[RECORDS SUPPLIED — start]

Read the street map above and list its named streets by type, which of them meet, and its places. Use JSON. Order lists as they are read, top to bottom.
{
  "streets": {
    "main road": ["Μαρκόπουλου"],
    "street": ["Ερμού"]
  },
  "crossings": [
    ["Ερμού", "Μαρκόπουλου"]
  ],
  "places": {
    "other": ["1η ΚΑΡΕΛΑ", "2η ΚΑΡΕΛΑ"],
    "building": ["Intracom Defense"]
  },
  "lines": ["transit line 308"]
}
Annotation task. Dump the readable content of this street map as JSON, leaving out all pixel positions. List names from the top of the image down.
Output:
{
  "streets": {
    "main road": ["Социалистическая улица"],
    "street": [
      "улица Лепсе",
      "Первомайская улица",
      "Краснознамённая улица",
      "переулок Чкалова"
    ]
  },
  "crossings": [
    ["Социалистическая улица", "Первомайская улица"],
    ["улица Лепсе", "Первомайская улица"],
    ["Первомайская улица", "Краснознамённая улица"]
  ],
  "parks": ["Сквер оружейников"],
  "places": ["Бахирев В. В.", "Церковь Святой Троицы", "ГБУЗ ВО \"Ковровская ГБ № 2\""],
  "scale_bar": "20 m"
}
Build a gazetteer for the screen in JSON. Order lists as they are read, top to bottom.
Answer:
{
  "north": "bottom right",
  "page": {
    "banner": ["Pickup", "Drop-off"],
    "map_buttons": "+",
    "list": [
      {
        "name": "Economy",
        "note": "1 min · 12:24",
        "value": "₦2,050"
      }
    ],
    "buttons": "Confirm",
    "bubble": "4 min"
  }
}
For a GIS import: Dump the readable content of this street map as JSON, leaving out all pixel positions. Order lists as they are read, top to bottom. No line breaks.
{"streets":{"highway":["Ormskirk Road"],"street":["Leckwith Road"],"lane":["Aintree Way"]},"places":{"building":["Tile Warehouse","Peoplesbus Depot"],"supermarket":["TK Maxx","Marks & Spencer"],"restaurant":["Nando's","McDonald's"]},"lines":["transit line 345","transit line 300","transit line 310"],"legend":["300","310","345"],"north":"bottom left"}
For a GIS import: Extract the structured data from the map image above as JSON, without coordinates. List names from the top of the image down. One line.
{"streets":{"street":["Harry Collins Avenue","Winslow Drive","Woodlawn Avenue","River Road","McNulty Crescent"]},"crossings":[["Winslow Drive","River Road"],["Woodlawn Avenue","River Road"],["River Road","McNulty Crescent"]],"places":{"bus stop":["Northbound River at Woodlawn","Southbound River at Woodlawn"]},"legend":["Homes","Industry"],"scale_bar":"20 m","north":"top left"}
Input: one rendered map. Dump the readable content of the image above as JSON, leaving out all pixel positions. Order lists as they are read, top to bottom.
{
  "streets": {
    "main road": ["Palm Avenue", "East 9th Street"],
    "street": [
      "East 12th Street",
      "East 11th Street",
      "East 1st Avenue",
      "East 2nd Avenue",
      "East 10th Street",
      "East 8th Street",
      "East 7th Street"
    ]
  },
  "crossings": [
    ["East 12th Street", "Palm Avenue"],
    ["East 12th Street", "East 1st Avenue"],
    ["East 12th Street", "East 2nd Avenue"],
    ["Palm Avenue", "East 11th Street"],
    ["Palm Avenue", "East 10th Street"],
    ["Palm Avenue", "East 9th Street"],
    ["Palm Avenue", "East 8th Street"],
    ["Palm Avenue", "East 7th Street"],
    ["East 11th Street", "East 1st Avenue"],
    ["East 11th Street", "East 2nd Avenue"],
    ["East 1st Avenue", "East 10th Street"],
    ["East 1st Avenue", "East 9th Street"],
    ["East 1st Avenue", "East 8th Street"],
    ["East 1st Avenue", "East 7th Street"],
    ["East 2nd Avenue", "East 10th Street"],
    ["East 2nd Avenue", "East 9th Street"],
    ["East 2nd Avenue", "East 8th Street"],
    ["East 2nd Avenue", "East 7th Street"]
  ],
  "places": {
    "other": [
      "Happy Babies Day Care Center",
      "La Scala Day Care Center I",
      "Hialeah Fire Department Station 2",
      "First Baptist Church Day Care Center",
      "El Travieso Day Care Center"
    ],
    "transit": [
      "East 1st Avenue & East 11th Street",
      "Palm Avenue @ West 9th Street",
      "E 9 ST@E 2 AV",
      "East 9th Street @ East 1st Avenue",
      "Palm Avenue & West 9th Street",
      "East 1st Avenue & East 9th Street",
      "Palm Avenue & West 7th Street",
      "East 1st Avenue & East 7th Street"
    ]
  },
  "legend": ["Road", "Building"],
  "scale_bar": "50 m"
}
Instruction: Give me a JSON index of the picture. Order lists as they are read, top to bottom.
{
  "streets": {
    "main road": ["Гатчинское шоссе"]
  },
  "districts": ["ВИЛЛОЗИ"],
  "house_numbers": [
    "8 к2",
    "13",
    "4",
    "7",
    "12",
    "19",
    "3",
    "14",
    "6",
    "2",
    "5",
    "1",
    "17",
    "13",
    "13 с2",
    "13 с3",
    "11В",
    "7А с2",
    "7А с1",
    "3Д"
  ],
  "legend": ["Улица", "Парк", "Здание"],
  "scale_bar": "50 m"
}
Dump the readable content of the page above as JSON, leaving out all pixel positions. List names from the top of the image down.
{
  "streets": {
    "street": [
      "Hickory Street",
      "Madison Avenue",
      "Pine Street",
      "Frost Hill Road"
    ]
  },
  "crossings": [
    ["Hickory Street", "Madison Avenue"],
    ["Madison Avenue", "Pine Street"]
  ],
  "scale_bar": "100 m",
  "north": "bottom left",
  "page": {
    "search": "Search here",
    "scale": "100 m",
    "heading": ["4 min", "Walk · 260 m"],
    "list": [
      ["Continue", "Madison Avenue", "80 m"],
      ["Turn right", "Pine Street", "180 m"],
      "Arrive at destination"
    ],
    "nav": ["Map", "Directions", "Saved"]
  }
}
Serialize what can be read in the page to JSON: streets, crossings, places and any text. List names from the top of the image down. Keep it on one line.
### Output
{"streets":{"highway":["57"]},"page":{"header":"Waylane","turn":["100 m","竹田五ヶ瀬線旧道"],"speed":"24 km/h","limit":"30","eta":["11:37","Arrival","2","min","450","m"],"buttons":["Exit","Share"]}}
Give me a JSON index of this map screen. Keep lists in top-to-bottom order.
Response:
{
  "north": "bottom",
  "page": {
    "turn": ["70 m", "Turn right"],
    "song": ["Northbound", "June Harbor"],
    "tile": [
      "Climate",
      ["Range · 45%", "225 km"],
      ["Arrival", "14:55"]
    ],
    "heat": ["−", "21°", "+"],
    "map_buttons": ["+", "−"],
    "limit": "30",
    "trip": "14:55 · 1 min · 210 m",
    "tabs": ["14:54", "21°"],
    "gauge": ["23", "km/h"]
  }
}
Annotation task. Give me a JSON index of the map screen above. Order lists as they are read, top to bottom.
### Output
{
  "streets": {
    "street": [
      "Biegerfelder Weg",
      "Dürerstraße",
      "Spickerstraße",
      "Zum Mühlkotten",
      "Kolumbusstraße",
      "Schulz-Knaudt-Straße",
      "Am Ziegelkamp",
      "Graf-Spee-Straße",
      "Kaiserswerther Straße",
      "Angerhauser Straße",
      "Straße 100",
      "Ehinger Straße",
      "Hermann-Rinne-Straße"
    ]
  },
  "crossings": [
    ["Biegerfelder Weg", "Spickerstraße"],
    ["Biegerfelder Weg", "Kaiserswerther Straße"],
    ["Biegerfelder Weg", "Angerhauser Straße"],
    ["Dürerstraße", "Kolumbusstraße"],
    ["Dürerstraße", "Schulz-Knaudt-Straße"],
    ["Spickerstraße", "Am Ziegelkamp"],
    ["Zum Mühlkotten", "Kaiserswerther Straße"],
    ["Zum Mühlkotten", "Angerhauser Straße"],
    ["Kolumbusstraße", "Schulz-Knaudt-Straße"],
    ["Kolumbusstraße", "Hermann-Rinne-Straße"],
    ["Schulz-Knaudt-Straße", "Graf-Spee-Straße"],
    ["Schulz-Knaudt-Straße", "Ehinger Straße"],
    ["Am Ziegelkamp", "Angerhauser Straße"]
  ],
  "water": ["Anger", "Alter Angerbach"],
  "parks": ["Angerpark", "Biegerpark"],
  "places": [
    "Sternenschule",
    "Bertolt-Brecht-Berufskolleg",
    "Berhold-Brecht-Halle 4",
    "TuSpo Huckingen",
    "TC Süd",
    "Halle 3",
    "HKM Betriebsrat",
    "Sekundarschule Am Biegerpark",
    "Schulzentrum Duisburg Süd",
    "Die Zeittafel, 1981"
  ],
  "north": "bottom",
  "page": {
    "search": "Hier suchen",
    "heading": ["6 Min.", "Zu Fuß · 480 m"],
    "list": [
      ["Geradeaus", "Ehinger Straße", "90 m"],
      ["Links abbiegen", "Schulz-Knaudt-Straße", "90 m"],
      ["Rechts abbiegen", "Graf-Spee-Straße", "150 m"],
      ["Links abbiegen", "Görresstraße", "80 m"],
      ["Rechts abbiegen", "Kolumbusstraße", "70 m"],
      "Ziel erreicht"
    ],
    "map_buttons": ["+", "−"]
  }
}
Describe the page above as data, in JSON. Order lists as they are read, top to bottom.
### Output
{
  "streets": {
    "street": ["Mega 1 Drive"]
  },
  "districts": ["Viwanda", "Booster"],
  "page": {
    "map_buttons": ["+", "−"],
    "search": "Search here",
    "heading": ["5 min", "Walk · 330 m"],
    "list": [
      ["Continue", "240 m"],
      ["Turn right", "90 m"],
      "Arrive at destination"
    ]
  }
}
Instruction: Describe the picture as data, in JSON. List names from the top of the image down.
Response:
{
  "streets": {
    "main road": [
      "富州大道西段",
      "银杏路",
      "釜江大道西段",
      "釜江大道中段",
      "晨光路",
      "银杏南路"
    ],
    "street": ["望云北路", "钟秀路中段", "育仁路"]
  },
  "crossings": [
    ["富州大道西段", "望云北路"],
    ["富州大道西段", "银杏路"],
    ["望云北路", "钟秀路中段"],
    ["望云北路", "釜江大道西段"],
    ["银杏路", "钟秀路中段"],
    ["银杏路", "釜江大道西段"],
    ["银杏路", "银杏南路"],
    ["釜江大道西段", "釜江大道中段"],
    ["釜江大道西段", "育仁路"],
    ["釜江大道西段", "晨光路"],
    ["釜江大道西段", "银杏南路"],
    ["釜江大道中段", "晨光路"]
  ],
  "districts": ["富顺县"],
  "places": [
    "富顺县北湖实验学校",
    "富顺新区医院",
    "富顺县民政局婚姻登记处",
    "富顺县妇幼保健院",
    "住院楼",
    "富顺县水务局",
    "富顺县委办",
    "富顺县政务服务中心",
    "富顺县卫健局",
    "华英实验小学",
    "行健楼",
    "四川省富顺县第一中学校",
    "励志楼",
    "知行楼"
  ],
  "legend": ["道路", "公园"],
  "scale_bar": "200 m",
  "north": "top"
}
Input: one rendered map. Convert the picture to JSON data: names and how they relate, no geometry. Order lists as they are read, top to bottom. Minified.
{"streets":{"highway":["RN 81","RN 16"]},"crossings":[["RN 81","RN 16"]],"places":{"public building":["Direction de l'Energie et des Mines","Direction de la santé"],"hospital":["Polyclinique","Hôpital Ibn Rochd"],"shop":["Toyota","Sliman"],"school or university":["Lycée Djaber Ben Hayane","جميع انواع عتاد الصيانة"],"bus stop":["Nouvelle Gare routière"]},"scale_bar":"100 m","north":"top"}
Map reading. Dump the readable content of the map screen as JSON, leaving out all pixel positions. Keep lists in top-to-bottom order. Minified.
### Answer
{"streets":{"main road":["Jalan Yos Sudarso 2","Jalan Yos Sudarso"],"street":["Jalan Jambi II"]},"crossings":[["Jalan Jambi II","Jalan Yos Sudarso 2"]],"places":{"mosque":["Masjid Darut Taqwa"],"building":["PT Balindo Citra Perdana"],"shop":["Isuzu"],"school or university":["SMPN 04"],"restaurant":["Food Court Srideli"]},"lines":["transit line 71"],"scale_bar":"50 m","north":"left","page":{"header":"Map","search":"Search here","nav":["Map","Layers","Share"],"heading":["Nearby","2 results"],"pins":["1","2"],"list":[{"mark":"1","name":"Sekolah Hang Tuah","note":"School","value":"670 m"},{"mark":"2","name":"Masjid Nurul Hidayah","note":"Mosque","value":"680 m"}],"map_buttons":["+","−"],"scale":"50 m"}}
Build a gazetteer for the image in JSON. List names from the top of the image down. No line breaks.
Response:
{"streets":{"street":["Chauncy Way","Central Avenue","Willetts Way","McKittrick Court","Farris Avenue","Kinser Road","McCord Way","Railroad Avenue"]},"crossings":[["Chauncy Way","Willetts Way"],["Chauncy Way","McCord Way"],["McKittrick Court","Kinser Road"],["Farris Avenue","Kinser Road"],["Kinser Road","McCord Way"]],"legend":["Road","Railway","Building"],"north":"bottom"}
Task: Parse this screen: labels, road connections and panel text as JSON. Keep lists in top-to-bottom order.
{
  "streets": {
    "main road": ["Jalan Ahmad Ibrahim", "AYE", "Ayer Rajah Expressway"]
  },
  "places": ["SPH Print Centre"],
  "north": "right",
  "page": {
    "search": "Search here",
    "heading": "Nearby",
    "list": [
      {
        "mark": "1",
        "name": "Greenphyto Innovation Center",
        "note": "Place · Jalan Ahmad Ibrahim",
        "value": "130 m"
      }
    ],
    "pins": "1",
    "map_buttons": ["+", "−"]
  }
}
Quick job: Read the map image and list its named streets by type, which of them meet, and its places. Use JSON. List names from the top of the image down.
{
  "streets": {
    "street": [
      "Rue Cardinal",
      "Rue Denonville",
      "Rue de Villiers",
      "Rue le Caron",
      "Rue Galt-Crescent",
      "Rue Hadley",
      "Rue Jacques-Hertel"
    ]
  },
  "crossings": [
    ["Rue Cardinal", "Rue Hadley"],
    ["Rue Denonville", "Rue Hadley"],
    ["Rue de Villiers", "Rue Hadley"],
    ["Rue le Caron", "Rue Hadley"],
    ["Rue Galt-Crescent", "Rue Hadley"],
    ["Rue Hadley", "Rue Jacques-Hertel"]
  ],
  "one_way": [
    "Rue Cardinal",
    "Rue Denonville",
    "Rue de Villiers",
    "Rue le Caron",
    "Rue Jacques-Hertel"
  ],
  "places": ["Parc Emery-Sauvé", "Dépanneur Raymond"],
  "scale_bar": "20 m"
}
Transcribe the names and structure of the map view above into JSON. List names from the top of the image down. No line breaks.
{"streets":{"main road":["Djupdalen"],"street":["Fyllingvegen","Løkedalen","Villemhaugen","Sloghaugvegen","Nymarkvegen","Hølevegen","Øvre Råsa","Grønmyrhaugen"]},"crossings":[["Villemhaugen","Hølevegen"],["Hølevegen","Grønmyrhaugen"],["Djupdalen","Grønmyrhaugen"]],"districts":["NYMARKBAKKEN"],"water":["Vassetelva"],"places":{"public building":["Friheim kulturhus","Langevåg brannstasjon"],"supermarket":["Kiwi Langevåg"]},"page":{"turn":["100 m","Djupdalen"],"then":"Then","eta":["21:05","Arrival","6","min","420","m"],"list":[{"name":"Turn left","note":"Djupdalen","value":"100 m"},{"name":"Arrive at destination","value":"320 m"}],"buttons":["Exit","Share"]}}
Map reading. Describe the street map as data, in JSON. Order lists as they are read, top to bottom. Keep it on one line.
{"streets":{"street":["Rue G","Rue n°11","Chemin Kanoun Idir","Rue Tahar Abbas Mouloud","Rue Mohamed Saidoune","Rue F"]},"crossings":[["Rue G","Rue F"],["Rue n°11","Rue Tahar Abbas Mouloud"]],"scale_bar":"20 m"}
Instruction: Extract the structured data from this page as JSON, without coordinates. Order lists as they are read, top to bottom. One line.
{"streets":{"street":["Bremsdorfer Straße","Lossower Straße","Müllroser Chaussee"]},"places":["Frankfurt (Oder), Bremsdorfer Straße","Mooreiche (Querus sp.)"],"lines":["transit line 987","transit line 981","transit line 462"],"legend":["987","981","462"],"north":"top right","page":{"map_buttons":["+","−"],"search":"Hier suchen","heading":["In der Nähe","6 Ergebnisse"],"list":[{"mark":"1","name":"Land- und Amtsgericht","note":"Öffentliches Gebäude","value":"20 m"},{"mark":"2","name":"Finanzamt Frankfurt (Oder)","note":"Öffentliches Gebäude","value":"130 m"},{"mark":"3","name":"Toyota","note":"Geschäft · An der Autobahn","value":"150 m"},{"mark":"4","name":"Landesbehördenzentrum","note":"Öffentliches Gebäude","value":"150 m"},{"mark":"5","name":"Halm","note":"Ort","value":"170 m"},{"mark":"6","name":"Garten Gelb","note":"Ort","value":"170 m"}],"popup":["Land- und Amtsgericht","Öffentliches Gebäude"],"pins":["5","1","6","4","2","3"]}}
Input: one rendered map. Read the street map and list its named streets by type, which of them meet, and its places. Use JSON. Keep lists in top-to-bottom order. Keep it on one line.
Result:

[RECORDS SUPPLIED — finish]

* **WHAT YOU NEED TO DO**: Return exactly, please, the lines of the material from the first one down to and including the line where "Annotation task. Dump" appears.

* **REPLY TO THE TASK**:
Read the street map above and list its named streets by type, which of them meet, and its places. Use JSON. Order lists as they are read, top to bottom.
{
  "streets": {
    "main road": ["Μαρκόπουλου"],
    "street": ["Ερμού"]
  },
  "crossings": [
    ["Ερμού", "Μαρκόπουλου"]
  ],
  "places": {
    "other": ["1η ΚΑΡΕΛΑ", "2η ΚΑΡΕΛΑ"],
    "building": ["Intracom Defense"]
  },
  "lines": ["transit line 308"]
}
Annotation task. Dump the readable content of this street map as JSON, leaving out all pixel positions. List names from the top of the image down.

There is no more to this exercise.